As this paper shows, for example, the nature of the ‘personal’ is bounded by context, which is to say that what constitutes ‘personal’ in one situation, is different from notions of ‘personal’ in another. When one bears that in mind, and takes into account the changing nature of the situation, we are able to see that the practices and terminology associated with such situations are in a state of flux. They are social in nature, negotiated in respect to the situation and implicated in that situation are a range of features that are reasoned about. It is this reasoning and the ‘politics of sharing’ it elaborates that Tolmie and Crabtree are able to unpack. In rubbing up against the taken for granted and mundane, this paper provokes us to ask what it really means to ‘share personal data’ and to consider the challenges for the IoT in doing so.

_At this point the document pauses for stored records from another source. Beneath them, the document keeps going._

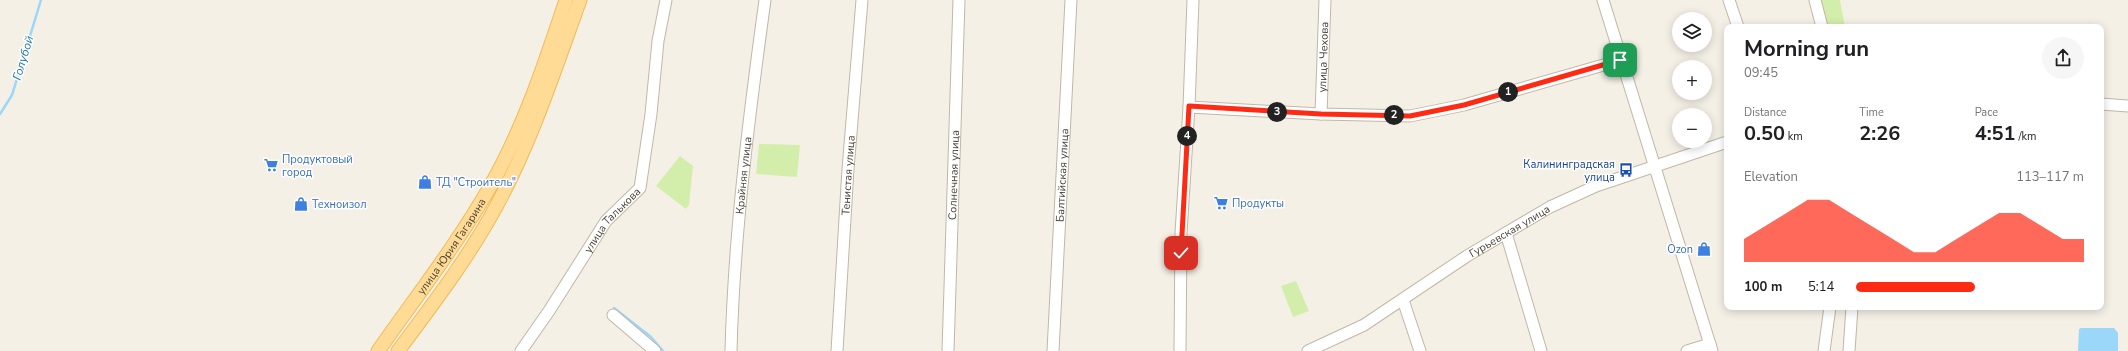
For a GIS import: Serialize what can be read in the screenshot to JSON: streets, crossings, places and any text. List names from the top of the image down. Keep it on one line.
{"streets":{"main road":["улица Юрия Гагарина"],"street":["улица Чехова","Крайняя улица","Тенистая улица","Балтийская улица","Солнечная улица","улица Талькова","Гурьевская улица"]},"water":["Голубой"],"places":{"supermarket":["Продуктовый город","Продукты"],"bus stop":["Калининградская улица"],"shop":["ТД \"Строитель\"","Техноизол","Ozon"]},"page":{"map_buttons":["+","−"],"heading":["Morning run","09:45"],"pins":["1","3","2","4"],"stats":[["Distance","0.50 km"],["Time","2:26"],["Pace","4:51 /km"]],"chart":["Elevation","113–117 m"],"list":[{"name":"100 m","note":"5:14"}]}}
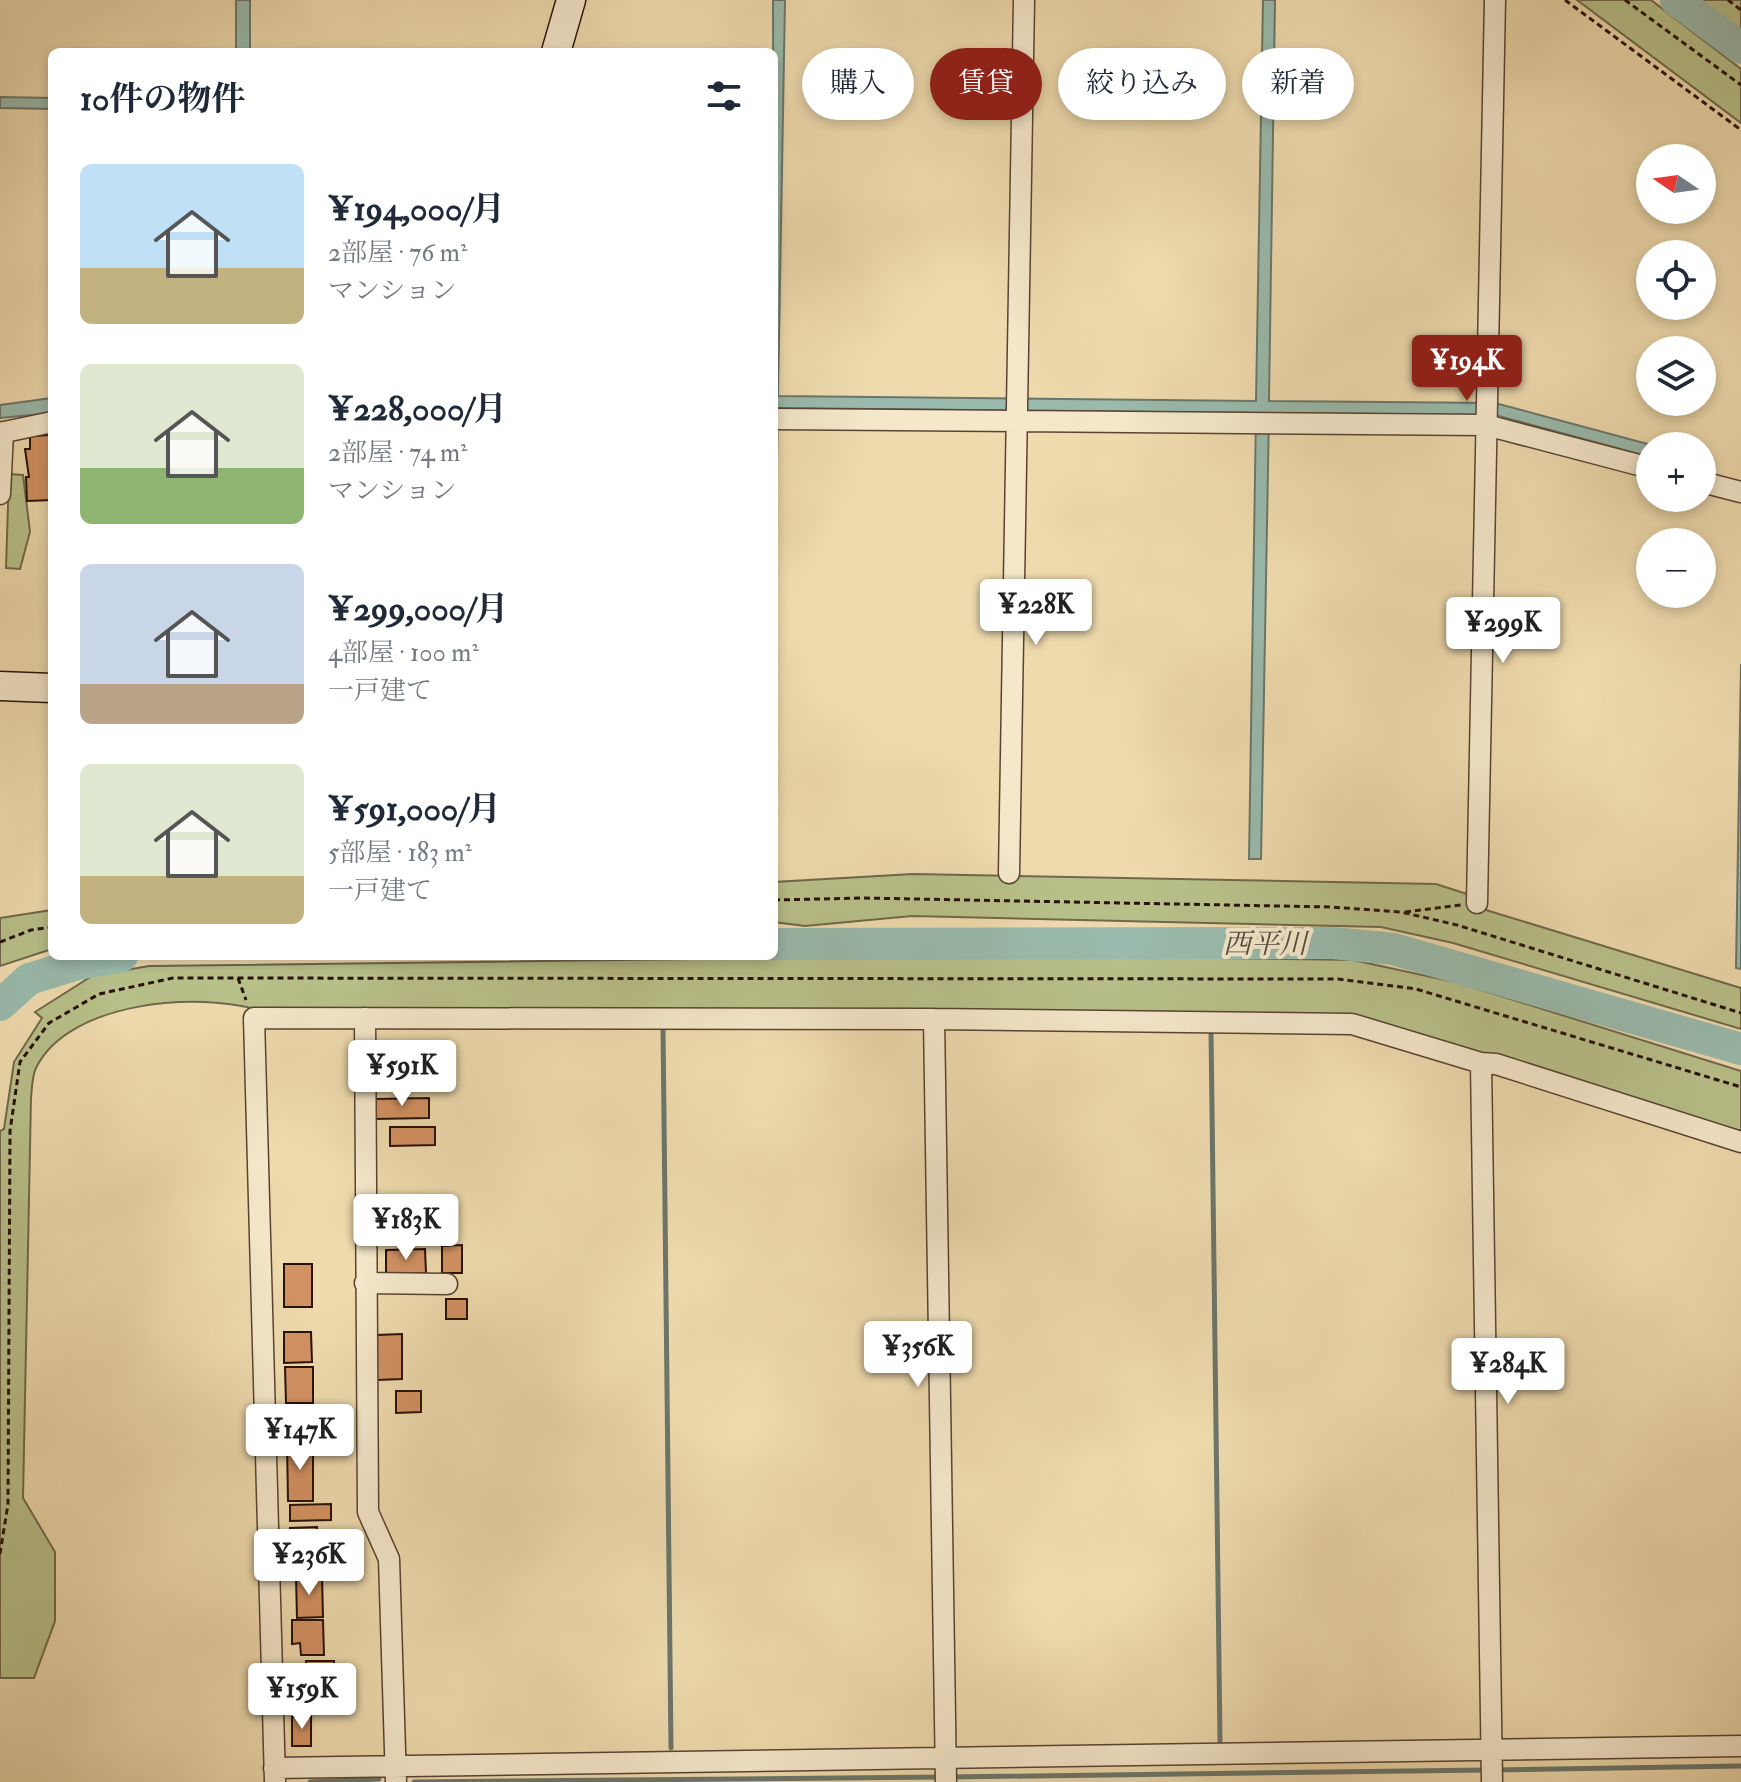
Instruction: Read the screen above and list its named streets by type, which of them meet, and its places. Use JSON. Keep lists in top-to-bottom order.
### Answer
{
  "water": ["西平川"],
  "north": "left",
  "page": {
    "chip": [
      "購入",
      "賃貸",
      "絞り込み",
      "新着"
    ],
    "heading": "10件の物件",
    "map_buttons": ["+", "−"],
    "list": [
      {
        "name": "¥194,000/月",
        "note": "2部屋 · 76 m² · マンション"
      },
      {
        "name": "¥228,000/月",
        "note": "2部屋 · 74 m² · マンション"
      },
      {
        "name": "¥299,000/月",
        "note": "4部屋 · 100 m² · 一戸建て"
      },
      {
        "name": "¥591,000/月",
        "note": "5部屋 · 183 m² · 一戸建て"
      }
    ],
    "price": [
      "¥194K",
      "¥228K",
      "¥299K",
      "¥591K",
      "¥183K",
      "¥356K",
      "¥284K",
      "¥147K",
      "¥236K",
      "¥159K"
    ]
  }
}
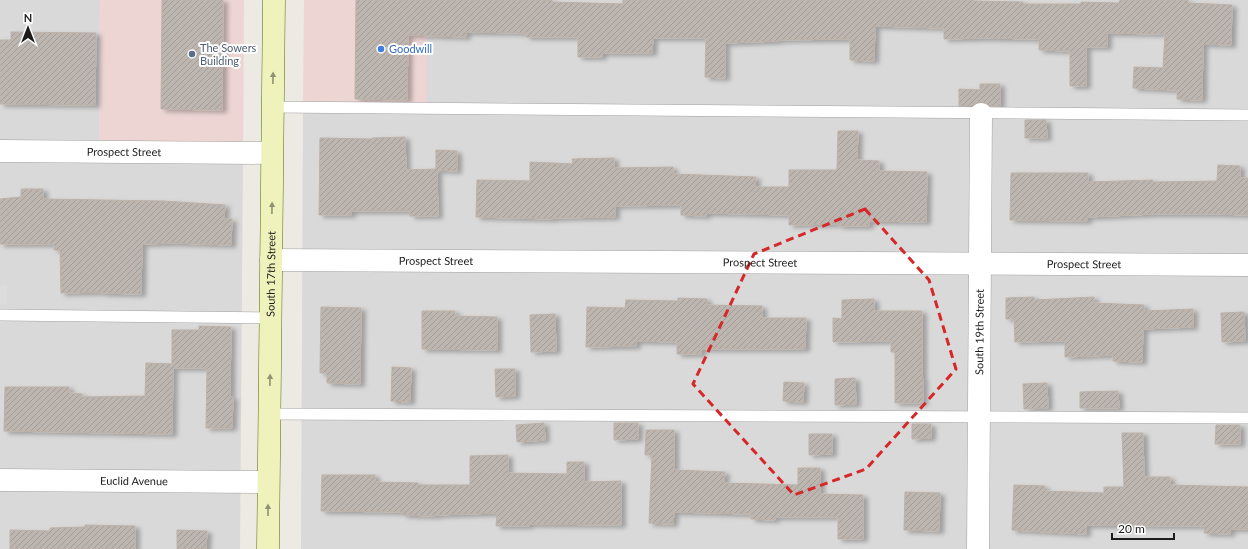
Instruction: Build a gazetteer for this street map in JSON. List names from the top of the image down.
{
  "streets": {
    "main road": ["South 17th Street"],
    "street": ["Prospect Street", "South 19th Street", "Euclid Avenue"]
  },
  "crossings": [
    ["Prospect Street", "South 17th Street"],
    ["Prospect Street", "South 19th Street"],
    ["South 17th Street", "Euclid Avenue"]
  ],
  "one_way": ["South 17th Street"],
  "places": ["Goodwill", "The Sowers Building"],
  "scale_bar": "20 m",
  "north": "top"
}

Lachlan Urquhart, Neelima Sailaja and Derek McAuley turn our attention to the European Union’s General Data Protection Regulation [6], which comes into effect on the 25th of May 2018, and the challenges involved in Realising the Right to Data Portability for the Domestic Internet of Things. This right, enshrined in Article 20, mandates that individuals should be able to obtain any personal data which has been provided to a data processor ‘in a structured, commonly used and machine-readable format’ and have the right to transmit that data to another processor ‘without hindrance’. The paper unpacks emergent issues relating to this regulation and shows that trying to understand it in a narrow technical sense is not sufficient. Rather, one needs to appreciate that not only are multiple types of data processed and stored, but the data is used by a series of actors in differing ways, and those actors may be legally governed in differing ways.

In many respects, this paper starts to raise serious questions about the socio-technical nature of data. Thus, data is something that comes into contact with a set of external forces, that can interpret, access and replicate it, and make it difficult to know how one’s data has been used and by whom, even at a very basic level. Once data has been released, is it possible to track or to understand the ways in which systems come into contact with and use it? Issues such as these are compounded in IoT systems, where one might expect a multitude of artefacts to be in contact with each other locally and in a distributed manner. Urquhart et al.’s work brings us back to a very obvious set of issues that are equally hard to negotiate—a world of contracts, consent and control. A world that is perhaps as difficult for designers and researchers to navigate and understand, as it is for people dealing with data in their own homes.

Thomas Pasquier, Jatinder Singh, Julia Powles, David Eyers, Margo Seltzer and Jean Bacon draw us further into the world of regulation in their paper Data Provenance to Audit Compliance with Privacy Policy in the Internet of Things. The concern here is to understand how the IoT can be developed to satisfy the accountability requirements of data protection regulation. With GDPR on the horizon, there is significant need for work like this to enable privacy-by-design. The paper looks particularly at challenges posed by lack of transparency and accountability in IoT information flows, a considerable challenge for data protection as information often flows between different contexts, from domestic to work, private to public, in the IoT ecosytem.

Pasquier et al. move design forwards in this crucial area by leveraging the CamFlow infrastructure to audit information flows and demonstrate that systems handling personal data satisfy both regulatory and user requirements. CamFlow implements Linux Security Modules (LSMs), which enable and enforce consent and integrity checking by tagging data as part of its flow. The approach has been shown to work in a distributed architecture and this paper makes the case for use in distributed IoT applications. Whether or not the approach will scale in real time has yet to be demonstrated, though it is undoubtedly the case, as the authors remind us, that data protection requirements will apply to significant volumes of data generated within the IoT, and that it is incumbent on developers to put mechanisms in place that provide evidence of where data has flowed in the ecosystem.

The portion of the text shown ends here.